Compared to Prior Art, the Following Advantages are Evident:
[0110] Compared to traditional airborne synthetic aperture radar imaging algorithms, this invention considers the relationship between platform motion and signal phase. As a result, it is suitable for synthetic aperture radar imaging systems on multi-rotor unmanned aerial vehicle platforms that lack inertial navigation systems or are equipped with low-precision inertial navigation systems devices.
[0111] Compared to traditional airborne synthetic aperture radar imaging algorithms, this invention considers the slant effects caused by variations in the attitude angles of the unmanned aerial vehicle platform and compensates for the coupled phase between range and azimuth, thereby improving image focusing quality. Consequently, this method is suitable for synthetic aperture radar imaging systems on unmanned aerial vehicle platforms that do not employ antenna servo mechanisms.

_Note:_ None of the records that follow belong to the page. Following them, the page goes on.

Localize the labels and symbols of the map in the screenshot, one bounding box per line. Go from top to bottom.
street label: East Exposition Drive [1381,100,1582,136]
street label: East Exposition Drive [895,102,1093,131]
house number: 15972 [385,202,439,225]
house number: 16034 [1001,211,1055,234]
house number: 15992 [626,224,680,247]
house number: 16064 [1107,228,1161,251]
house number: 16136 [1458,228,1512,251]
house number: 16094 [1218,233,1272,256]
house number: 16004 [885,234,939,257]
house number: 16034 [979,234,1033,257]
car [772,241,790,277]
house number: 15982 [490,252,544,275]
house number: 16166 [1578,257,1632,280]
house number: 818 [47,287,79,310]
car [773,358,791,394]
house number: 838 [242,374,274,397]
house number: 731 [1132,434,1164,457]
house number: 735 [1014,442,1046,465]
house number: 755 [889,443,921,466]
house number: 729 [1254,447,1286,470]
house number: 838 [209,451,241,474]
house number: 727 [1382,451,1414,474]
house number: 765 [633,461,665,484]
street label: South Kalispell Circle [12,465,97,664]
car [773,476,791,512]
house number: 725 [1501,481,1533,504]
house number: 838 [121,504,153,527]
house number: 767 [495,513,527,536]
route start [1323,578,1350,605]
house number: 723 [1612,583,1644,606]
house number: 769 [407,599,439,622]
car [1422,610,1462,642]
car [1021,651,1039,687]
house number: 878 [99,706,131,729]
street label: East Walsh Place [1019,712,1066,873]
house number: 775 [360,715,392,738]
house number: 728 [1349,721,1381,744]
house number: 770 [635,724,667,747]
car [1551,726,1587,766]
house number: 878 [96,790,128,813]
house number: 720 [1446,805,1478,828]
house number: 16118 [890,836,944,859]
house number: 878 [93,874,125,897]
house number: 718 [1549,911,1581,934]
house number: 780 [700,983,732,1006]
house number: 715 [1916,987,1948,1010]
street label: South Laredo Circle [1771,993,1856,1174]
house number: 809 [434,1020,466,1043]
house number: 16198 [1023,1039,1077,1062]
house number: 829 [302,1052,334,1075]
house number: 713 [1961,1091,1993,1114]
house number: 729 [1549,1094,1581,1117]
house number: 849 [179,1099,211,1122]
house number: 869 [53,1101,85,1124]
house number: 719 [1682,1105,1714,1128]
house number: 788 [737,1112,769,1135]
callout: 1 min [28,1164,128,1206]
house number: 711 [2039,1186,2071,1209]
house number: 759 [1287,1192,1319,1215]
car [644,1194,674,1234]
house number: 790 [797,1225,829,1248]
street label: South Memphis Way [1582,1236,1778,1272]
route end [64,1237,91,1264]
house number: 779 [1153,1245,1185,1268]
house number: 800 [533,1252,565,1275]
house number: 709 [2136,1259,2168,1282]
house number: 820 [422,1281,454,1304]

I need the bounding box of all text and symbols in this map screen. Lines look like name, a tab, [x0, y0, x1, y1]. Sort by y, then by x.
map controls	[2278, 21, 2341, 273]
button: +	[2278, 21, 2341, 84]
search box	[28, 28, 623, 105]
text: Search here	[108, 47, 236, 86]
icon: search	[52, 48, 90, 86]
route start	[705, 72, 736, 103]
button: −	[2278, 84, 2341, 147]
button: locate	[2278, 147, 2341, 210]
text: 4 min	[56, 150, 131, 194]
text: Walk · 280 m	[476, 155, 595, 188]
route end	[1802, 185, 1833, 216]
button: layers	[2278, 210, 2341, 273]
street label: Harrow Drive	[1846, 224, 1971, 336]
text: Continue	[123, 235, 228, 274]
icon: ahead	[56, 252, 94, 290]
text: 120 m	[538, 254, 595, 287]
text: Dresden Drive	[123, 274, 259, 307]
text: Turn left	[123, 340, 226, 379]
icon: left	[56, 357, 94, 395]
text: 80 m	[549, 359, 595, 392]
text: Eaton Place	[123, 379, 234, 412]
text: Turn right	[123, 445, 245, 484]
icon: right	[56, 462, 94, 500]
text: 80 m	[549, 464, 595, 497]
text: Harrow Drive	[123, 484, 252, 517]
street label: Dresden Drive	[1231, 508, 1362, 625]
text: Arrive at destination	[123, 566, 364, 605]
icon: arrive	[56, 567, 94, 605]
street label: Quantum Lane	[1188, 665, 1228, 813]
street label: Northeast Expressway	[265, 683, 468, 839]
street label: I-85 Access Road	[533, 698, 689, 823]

[0112] Compared to traditional airborne synthetic aperture radar imaging algorithms, this invention utilizes the method of phase filter multiplication instead of interpolation. This approach enhances the imaging speed for each segment, thus improving the efficiency of single-pass imaging within each segment.
[0113] Compared to traditional airborne synthetic aperture radar imaging algorithms, this invention adopts a method of parallel imaging of each segment and then splicing it into a complete image to obtain the image, which improves the imaging speed of the complete image.
[0114] Furthermore, experimental validation has demonstrated that the embodiment of the present invention, which proposes a segmented aperture imaging (SAI) method for multi-rotor unmanned aerial vehicle-borne synthetic aperture radar, achieves high imaging resolution and fast computational speeds. Concurrently, it enables the estimation of platform trajectory, reducing the algorithm's dependence on hardware equipment, thus indicating that this invention can be effectively applied to synthetic aperture radar imaging systems on small and maneuverable platforms.
[0115] In this embodiment, a detailed derivation of the relationship between platform motion parameters and echo phase has been carried out. This allows for motion compensation and imaging without reliance on inertial navigation equipment by considering the second-order expansion of the two-dimensional spectrum in squint views. Through simulations, the point spread function curves of each segment, the complete image, and the traditional imaging algorithm were compared in this embodiment. Experimental validations contrasting the imaging results of the proposed method and traditional algorithms have been conducted, proving that this embodiment can effectively achieve high-resolution imaging for multi-rotor unmanned aerial vehicle-drone platform synthetic aperture radar systems.
[0116] The aforementioned embodiments are preferred examples of the present invention and are not intended to limit the scope of protection of the invention.